Der BGH hat in seiner Entscheidung allerdings auch klargestellt, dass § 44 Abs. 2 VVG abbedungen werden kann und es somit immer auf die jeweils geltenden Versicherungsbedingungen bzw. deren Auslegung ankommt. Im zu entscheidenden Fall war in den zugrundeliegenden Versicherungsbedingungen ausdrücklich vereinbart, dass Ansprüche aus dem Versicherungsschutz nur durch die versicherten Personen geltend gemacht werden können. Nach Ansicht des BGH ist eine derartige Regelung dahingehend auszulegen, dass durch sie die § 44 Abs. 2, § 45 Abs. 1 VVG abbedungen werden sollen.
Dies hat zur Folge, dass es für die Verfügungsbefugnis bei Vorliegen derartiger Versicherungsbedingungen allein auf die versicherten Personen und nicht den Versicherungsnehmer ankommt.

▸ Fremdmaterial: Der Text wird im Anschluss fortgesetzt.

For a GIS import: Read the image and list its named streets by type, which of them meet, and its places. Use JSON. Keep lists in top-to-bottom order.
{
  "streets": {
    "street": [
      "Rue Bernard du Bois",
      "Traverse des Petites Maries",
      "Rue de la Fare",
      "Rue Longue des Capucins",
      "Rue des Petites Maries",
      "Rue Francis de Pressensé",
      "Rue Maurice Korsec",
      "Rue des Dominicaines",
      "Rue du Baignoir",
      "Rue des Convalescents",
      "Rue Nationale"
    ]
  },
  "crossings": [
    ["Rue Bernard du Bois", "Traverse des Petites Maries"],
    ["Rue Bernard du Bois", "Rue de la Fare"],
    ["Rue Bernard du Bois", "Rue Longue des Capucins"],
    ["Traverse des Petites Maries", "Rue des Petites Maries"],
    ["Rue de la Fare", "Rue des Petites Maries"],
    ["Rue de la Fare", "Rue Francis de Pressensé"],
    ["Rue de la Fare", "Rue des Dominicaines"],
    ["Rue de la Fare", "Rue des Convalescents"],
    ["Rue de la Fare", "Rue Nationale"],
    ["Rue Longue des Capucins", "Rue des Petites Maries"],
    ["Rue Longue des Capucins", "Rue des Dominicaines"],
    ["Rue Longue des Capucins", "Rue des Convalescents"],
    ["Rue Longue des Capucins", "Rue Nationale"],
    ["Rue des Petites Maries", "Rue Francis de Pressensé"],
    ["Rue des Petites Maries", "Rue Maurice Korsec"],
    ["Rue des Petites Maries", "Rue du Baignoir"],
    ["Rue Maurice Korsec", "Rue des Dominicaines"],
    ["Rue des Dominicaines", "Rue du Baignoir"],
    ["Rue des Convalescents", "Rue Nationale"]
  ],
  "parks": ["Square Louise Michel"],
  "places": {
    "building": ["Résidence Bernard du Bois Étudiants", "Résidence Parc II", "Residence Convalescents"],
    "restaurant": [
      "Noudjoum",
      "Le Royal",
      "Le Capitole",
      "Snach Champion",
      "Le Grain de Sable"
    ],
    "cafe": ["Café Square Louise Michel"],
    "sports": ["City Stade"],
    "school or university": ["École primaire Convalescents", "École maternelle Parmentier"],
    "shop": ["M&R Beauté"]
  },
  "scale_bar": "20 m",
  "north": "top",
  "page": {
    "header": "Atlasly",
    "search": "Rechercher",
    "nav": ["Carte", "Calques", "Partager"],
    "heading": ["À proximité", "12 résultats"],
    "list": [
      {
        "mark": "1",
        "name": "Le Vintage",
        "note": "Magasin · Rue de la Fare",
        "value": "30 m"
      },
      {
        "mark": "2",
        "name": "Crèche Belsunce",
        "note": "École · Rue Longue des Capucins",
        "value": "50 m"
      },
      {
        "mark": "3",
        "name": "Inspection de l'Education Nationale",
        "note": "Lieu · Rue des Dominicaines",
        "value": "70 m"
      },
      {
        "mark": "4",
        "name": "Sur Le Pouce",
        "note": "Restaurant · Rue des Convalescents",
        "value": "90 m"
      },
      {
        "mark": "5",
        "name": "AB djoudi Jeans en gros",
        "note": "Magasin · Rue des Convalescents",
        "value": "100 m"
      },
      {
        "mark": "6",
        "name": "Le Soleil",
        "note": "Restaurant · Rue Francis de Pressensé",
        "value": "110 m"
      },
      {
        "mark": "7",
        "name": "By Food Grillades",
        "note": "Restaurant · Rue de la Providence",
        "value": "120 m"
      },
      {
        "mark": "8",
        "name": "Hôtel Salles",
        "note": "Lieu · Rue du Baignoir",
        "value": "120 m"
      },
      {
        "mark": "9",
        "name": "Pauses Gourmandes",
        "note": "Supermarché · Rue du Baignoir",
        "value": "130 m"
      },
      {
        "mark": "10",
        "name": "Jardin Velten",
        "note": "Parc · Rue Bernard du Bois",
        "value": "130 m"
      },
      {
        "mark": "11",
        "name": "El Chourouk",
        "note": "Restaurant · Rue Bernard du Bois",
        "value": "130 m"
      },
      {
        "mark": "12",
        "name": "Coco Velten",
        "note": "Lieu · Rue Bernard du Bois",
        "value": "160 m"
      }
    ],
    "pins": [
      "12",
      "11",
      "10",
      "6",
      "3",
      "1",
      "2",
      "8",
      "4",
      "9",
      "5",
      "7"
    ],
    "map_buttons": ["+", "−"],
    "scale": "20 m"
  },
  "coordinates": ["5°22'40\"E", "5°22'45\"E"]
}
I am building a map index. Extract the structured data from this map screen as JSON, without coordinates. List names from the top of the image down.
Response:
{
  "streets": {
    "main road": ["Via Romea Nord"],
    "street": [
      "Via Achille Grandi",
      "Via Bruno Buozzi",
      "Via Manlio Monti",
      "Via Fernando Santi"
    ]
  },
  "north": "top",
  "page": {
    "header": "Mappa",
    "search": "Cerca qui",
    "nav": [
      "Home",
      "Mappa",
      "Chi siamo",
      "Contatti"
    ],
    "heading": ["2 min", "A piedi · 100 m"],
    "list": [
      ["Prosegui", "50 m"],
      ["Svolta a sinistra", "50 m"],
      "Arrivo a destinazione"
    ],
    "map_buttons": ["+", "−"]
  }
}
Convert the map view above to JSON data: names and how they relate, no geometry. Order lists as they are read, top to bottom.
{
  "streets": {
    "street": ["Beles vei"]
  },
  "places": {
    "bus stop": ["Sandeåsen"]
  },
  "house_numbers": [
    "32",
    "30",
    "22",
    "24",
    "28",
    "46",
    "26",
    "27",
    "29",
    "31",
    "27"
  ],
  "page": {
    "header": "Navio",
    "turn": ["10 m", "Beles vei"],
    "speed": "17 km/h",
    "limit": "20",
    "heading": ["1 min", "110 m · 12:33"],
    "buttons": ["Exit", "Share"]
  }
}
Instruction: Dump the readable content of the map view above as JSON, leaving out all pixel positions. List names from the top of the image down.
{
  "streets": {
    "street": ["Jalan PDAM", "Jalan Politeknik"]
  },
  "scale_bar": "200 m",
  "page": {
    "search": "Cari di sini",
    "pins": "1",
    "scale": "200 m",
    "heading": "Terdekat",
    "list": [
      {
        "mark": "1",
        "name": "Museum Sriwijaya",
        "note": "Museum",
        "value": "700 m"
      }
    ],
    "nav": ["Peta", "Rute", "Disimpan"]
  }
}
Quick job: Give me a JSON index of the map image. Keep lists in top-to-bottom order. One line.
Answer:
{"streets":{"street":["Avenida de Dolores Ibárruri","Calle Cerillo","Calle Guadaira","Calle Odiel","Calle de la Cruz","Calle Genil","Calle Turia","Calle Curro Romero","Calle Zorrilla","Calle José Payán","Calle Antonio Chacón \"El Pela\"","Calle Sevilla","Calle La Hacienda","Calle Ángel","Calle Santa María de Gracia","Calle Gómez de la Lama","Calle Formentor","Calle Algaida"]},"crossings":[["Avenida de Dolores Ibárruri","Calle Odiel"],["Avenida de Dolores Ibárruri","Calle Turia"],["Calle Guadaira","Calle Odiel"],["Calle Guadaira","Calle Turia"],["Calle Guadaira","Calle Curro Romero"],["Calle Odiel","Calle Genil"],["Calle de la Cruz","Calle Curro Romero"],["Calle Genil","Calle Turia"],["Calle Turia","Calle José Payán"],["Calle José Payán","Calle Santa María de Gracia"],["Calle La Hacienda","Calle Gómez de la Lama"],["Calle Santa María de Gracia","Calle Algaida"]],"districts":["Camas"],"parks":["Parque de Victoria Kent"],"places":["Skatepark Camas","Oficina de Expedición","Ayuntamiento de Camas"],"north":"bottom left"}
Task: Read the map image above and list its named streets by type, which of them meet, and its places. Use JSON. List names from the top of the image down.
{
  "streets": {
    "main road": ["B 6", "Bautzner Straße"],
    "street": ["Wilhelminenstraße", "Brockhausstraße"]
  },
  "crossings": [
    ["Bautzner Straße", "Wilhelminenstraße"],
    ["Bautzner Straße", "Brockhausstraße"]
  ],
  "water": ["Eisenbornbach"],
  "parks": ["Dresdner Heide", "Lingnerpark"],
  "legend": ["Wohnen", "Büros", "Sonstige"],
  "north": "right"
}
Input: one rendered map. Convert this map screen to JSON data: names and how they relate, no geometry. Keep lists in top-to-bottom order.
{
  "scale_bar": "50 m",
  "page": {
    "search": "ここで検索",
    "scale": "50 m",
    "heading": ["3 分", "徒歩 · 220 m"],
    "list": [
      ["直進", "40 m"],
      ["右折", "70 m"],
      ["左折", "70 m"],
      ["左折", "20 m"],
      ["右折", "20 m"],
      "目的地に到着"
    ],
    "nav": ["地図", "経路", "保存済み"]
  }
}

Bei der Geltendmachung von D&O-Ansprüchen ist stets zu prüfen, wer über dahingehende Ansprüche verfügen und diese in der Folge gegenüber dem D&O-Versicherer (gerichtlich) geltend machen kann. Dies gilt auch bei Vergleichen über D&O-Versicherungsansprüche, die häufig umfassende deckungsrechtliche Abgeltungen enthalten. Wie der BGH – wenig überraschend – bestätigt, kommt es für die Klärung dieser Frage maßgeblich auf die jeweiligen Versicherungsbedingungen an.